Provided records below:

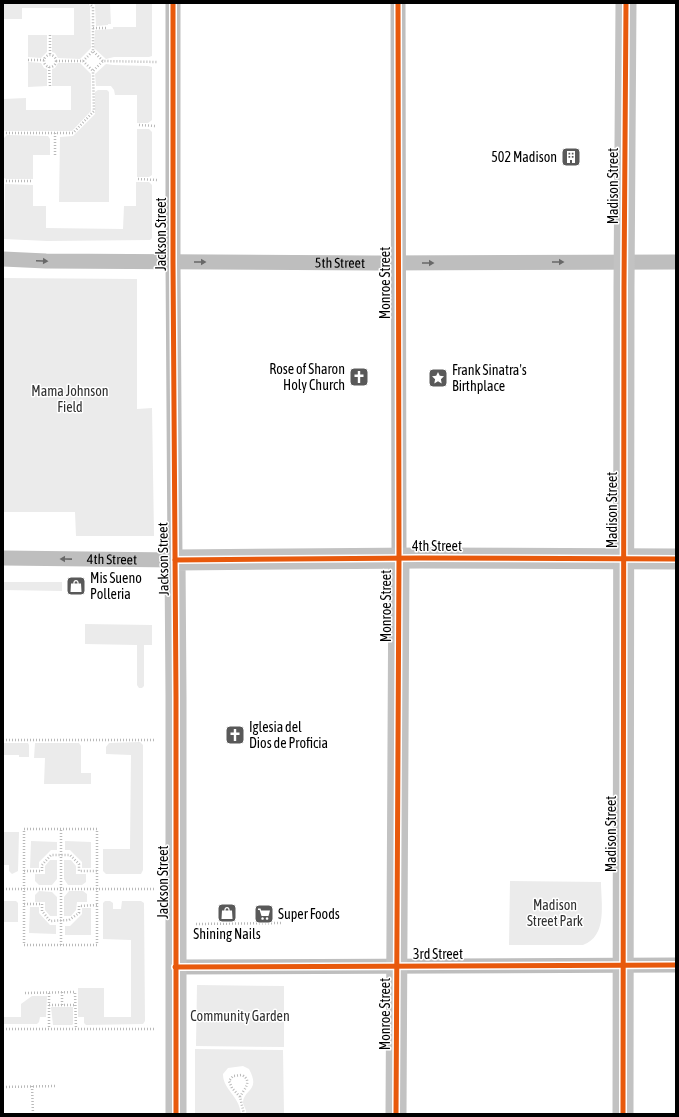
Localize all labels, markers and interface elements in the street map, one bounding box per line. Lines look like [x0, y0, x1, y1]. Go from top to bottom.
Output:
building icon: 502 Madison [560, 146, 582, 168]
street label: Madison Street [605, 148, 621, 224]
place label: 502 Madison [491, 149, 557, 165]
street label: Jackson Street [153, 197, 169, 271]
street label: Monroe Street [377, 247, 393, 319]
street label: 5th Street [315, 255, 365, 271]
one-way arrow [36, 258, 49, 264]
one-way arrow [194, 259, 207, 265]
one-way arrow [552, 259, 565, 265]
one-way arrow [422, 260, 435, 266]
place label: Rose of Sharon Holy Church [269, 361, 345, 393]
place label: Frank Sinatra's Birthplace [452, 362, 527, 394]
church icon: Rose of Sharon Holy Church [348, 366, 370, 388]
place icon: Frank Sinatra's Birthplace [427, 367, 449, 389]
park label: Mama Johnson Field [31, 383, 109, 415]
street label: Madison Street [604, 472, 620, 548]
street label: Jackson Street [154, 522, 172, 596]
street label: 4th Street [412, 538, 462, 554]
street label: 4th Street [87, 551, 137, 568]
one-way arrow [59, 556, 72, 562]
place label: Mis Sueno Polleria [90, 570, 142, 602]
street label: Monroe Street [378, 570, 394, 642]
shop icon: Mis Sueno Polleria [65, 575, 87, 597]
place label: Iglesia del Dios de Proficia [249, 719, 328, 751]
church icon: Iglesia del Dios de Proficia [224, 724, 246, 746]
street label: Madison Street [603, 796, 619, 872]
street label: Jackson Street [155, 845, 171, 919]
park label: Madison Street Park [527, 897, 583, 929]
shop icon: Shining Nails [216, 902, 238, 924]
supermarket icon: Super Foods [253, 903, 275, 925]
place label: Super Foods [278, 906, 340, 922]
place label: Shining Nails [193, 926, 261, 942]
street label: 3rd Street [413, 946, 463, 962]
street label: Monroe Street [377, 978, 393, 1050]
park label: Community Garden [190, 1008, 290, 1024]

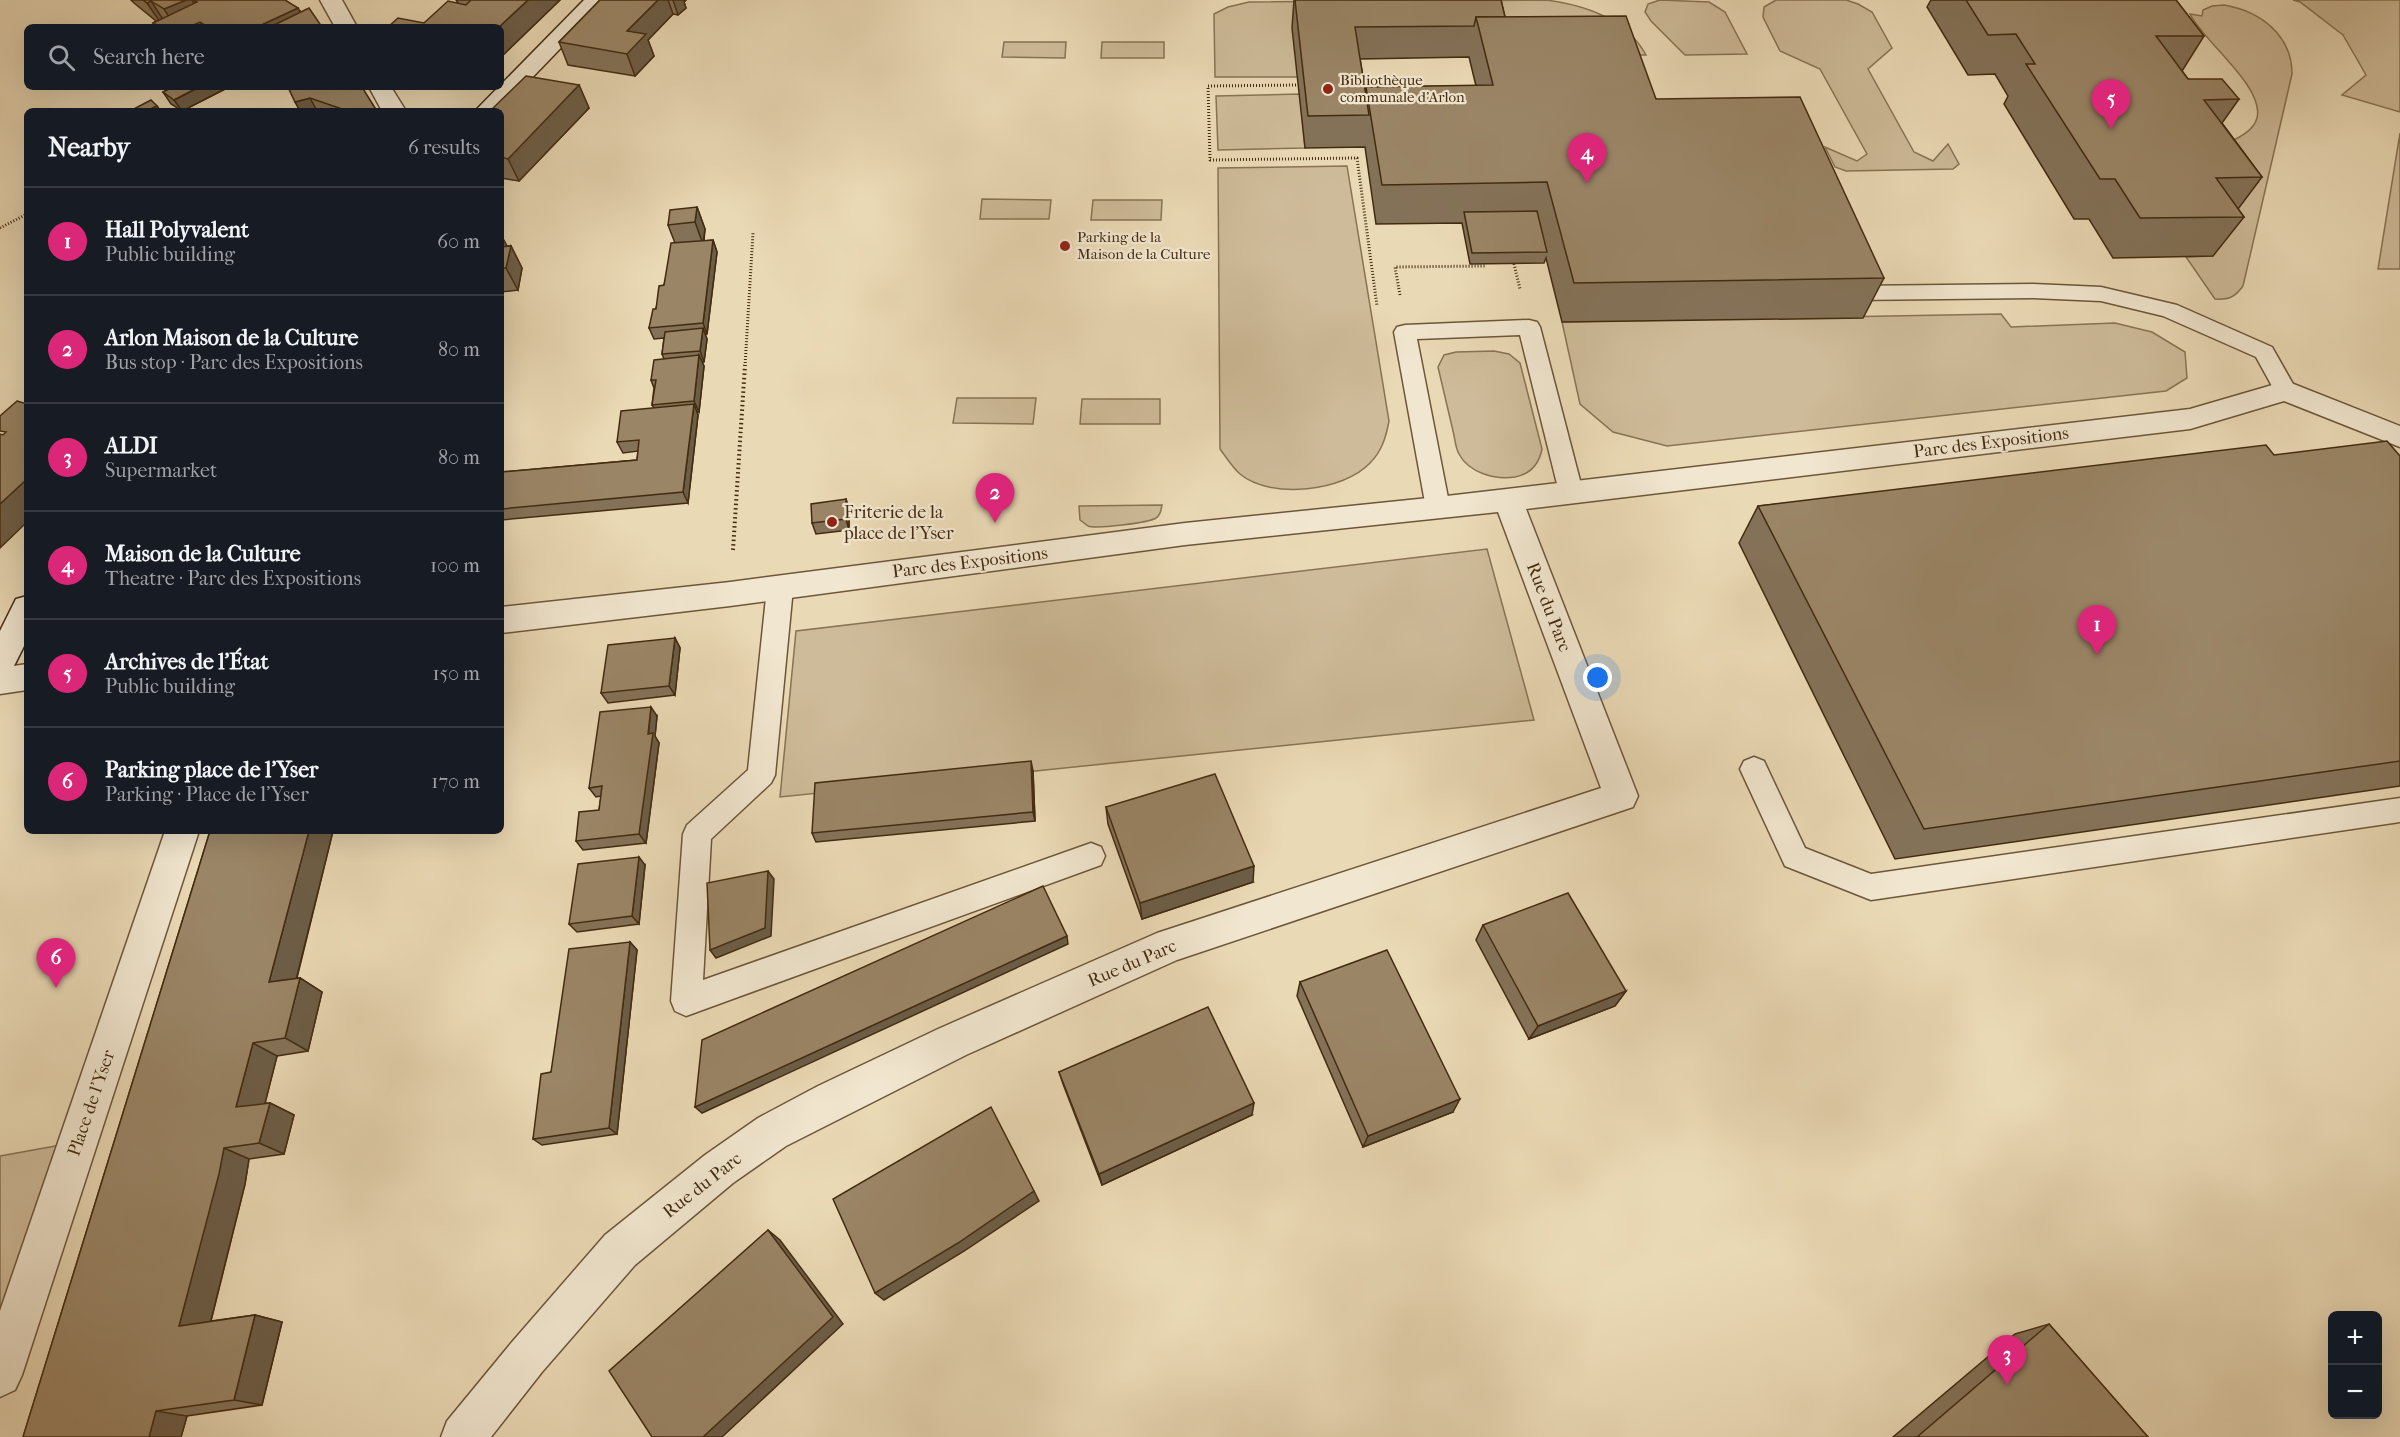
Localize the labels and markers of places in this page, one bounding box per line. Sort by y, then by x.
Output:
place label: Bibliothèque communale d'Arlon [1340,71,1465,106]
pin: 5 [2092,80,2130,129]
marker: Bibliothèque communale d'Arlon [1321,82,1335,96]
pin: 4 [1568,134,1606,183]
place label: Parking de la Maison de la Culture [1077,228,1211,263]
marker: Parking de la Maison de la Culture [1058,239,1072,253]
pin: 2 [976,474,1014,523]
place label: Friterie de la place de l'Yser [843,502,954,544]
marker: Friterie de la place de l'Yser [825,515,839,529]
pin: 1 [2078,606,2116,655]
pin: 6 [36,938,76,988]
pin: 3 [1988,1336,2026,1385]

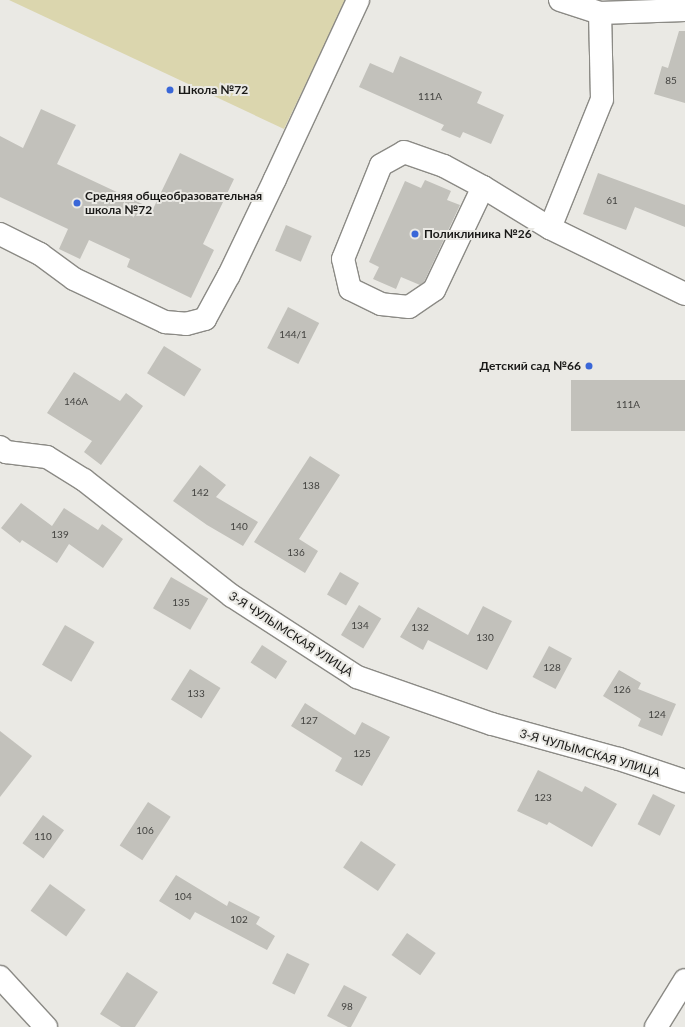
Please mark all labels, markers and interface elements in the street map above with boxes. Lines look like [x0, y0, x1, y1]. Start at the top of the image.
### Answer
house number: 85 [665, 75, 677, 87]
place label: Школа №72 [178, 83, 248, 97]
marker: Школа №72 [165, 85, 175, 95]
house number: 111А [418, 91, 442, 103]
place label: Средняя общеобразовательная школа №72 [85, 189, 262, 217]
house number: 61 [606, 195, 618, 207]
marker: Средняя общеобразовательная школа №72 [72, 198, 82, 208]
place label: Поликлиника №26 [424, 227, 532, 241]
marker: Поликлиника №26 [409, 228, 421, 240]
house number: 144/1 [279, 329, 307, 341]
place label: Детский сад №66 [480, 359, 581, 373]
marker: Детский сад №66 [584, 361, 594, 371]
house number: 146А [64, 396, 88, 408]
house number: 111А [616, 399, 640, 411]
house number: 138 [302, 480, 320, 492]
house number: 142 [191, 487, 209, 499]
house number: 140 [230, 521, 248, 533]
house number: 139 [51, 529, 69, 541]
house number: 136 [287, 547, 305, 559]
street label: 3-Я ЧУЛЫМСКАЯ УЛИЦА [226, 588, 356, 680]
house number: 135 [172, 597, 190, 609]
house number: 134 [351, 620, 369, 632]
house number: 132 [411, 622, 429, 634]
house number: 130 [476, 632, 494, 644]
house number: 128 [543, 662, 561, 674]
house number: 126 [613, 684, 631, 696]
house number: 133 [187, 688, 205, 700]
house number: 124 [648, 709, 666, 721]
house number: 127 [300, 715, 318, 727]
street label: 3-Я ЧУЛЫМСКАЯ УЛИЦА [518, 726, 662, 780]
house number: 125 [353, 748, 371, 760]
house number: 123 [534, 792, 552, 804]
house number: 106 [136, 825, 154, 837]
house number: 110 [34, 831, 52, 843]
house number: 104 [174, 891, 192, 903]
house number: 102 [230, 914, 248, 926]
house number: 98 [341, 1001, 353, 1013]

End of Provided records.

* **Exercise aim**
Please make an exact copy of the records, leaving out any picture.

* **Reply**
Localize all labels, markers and interface elements in the street map, one bounding box per line. Lines look like [x0, y0, x1, y1]. Go from top to bottom.
Output:
building icon: 502 Madison [560, 146, 582, 168]
street label: Madison Street [605, 148, 621, 224]
place label: 502 Madison [491, 149, 557, 165]
street label: Jackson Street [153, 197, 169, 271]
street label: Monroe Street [377, 247, 393, 319]
street label: 5th Street [315, 255, 365, 271]
one-way arrow [36, 258, 49, 264]
one-way arrow [194, 259, 207, 265]
one-way arrow [552, 259, 565, 265]
one-way arrow [422, 260, 435, 266]
place label: Rose of Sharon Holy Church [269, 361, 345, 393]
place label: Frank Sinatra's Birthplace [452, 362, 527, 394]
church icon: Rose of Sharon Holy Church [348, 366, 370, 388]
place icon: Frank Sinatra's Birthplace [427, 367, 449, 389]
park label: Mama Johnson Field [31, 383, 109, 415]
street label: Madison Street [604, 472, 620, 548]
street label: Jackson Street [154, 522, 172, 596]
street label: 4th Street [412, 538, 462, 554]
street label: 4th Street [87, 551, 137, 568]
one-way arrow [59, 556, 72, 562]
place label: Mis Sueno Polleria [90, 570, 142, 602]
street label: Monroe Street [378, 570, 394, 642]
shop icon: Mis Sueno Polleria [65, 575, 87, 597]
place label: Iglesia del Dios de Proficia [249, 719, 328, 751]
church icon: Iglesia del Dios de Proficia [224, 724, 246, 746]
street label: Madison Street [603, 796, 619, 872]
street label: Jackson Street [155, 845, 171, 919]
park label: Madison Street Park [527, 897, 583, 929]
shop icon: Shining Nails [216, 902, 238, 924]
supermarket icon: Super Foods [253, 903, 275, 925]
place label: Super Foods [278, 906, 340, 922]
place label: Shining Nails [193, 926, 261, 942]
street label: 3rd Street [413, 946, 463, 962]
street label: Monroe Street [377, 978, 393, 1050]
park label: Community Garden [190, 1008, 290, 1024]

Localize the labels and markers of places in this page, one bounding box per line. Sort by y, then by x.
Output:
place label: Bibliothèque communale d'Arlon [1340,71,1465,106]
pin: 5 [2092,80,2130,129]
marker: Bibliothèque communale d'Arlon [1321,82,1335,96]
pin: 4 [1568,134,1606,183]
place label: Parking de la Maison de la Culture [1077,228,1211,263]
marker: Parking de la Maison de la Culture [1058,239,1072,253]
pin: 2 [976,474,1014,523]
place label: Friterie de la place de l'Yser [843,502,954,544]
marker: Friterie de la place de l'Yser [825,515,839,529]
pin: 1 [2078,606,2116,655]
pin: 6 [36,938,76,988]
pin: 3 [1988,1336,2026,1385]

Please mark all labels, markers and interface elements in the street map above with boxes. Lines look like [x0, y0, x1, y1]. Start at the top of the image.
### Answer
house number: 85 [665, 75, 677, 87]
place label: Школа №72 [178, 83, 248, 97]
marker: Школа №72 [165, 85, 175, 95]
house number: 111А [418, 91, 442, 103]
place label: Средняя общеобразовательная школа №72 [85, 189, 262, 217]
house number: 61 [606, 195, 618, 207]
marker: Средняя общеобразовательная школа №72 [72, 198, 82, 208]
place label: Поликлиника №26 [424, 227, 532, 241]
marker: Поликлиника №26 [409, 228, 421, 240]
house number: 144/1 [279, 329, 307, 341]
place label: Детский сад №66 [480, 359, 581, 373]
marker: Детский сад №66 [584, 361, 594, 371]
house number: 146А [64, 396, 88, 408]
house number: 111А [616, 399, 640, 411]
house number: 138 [302, 480, 320, 492]
house number: 142 [191, 487, 209, 499]
house number: 140 [230, 521, 248, 533]
house number: 139 [51, 529, 69, 541]
house number: 136 [287, 547, 305, 559]
street label: 3-Я ЧУЛЫМСКАЯ УЛИЦА [226, 588, 356, 680]
house number: 135 [172, 597, 190, 609]
house number: 134 [351, 620, 369, 632]
house number: 132 [411, 622, 429, 634]
house number: 130 [476, 632, 494, 644]
house number: 128 [543, 662, 561, 674]
house number: 126 [613, 684, 631, 696]
house number: 133 [187, 688, 205, 700]
house number: 124 [648, 709, 666, 721]
house number: 127 [300, 715, 318, 727]
street label: 3-Я ЧУЛЫМСКАЯ УЛИЦА [518, 726, 662, 780]
house number: 125 [353, 748, 371, 760]
house number: 123 [534, 792, 552, 804]
house number: 106 [136, 825, 154, 837]
house number: 110 [34, 831, 52, 843]
house number: 104 [174, 891, 192, 903]
house number: 102 [230, 914, 248, 926]
house number: 98 [341, 1001, 353, 1013]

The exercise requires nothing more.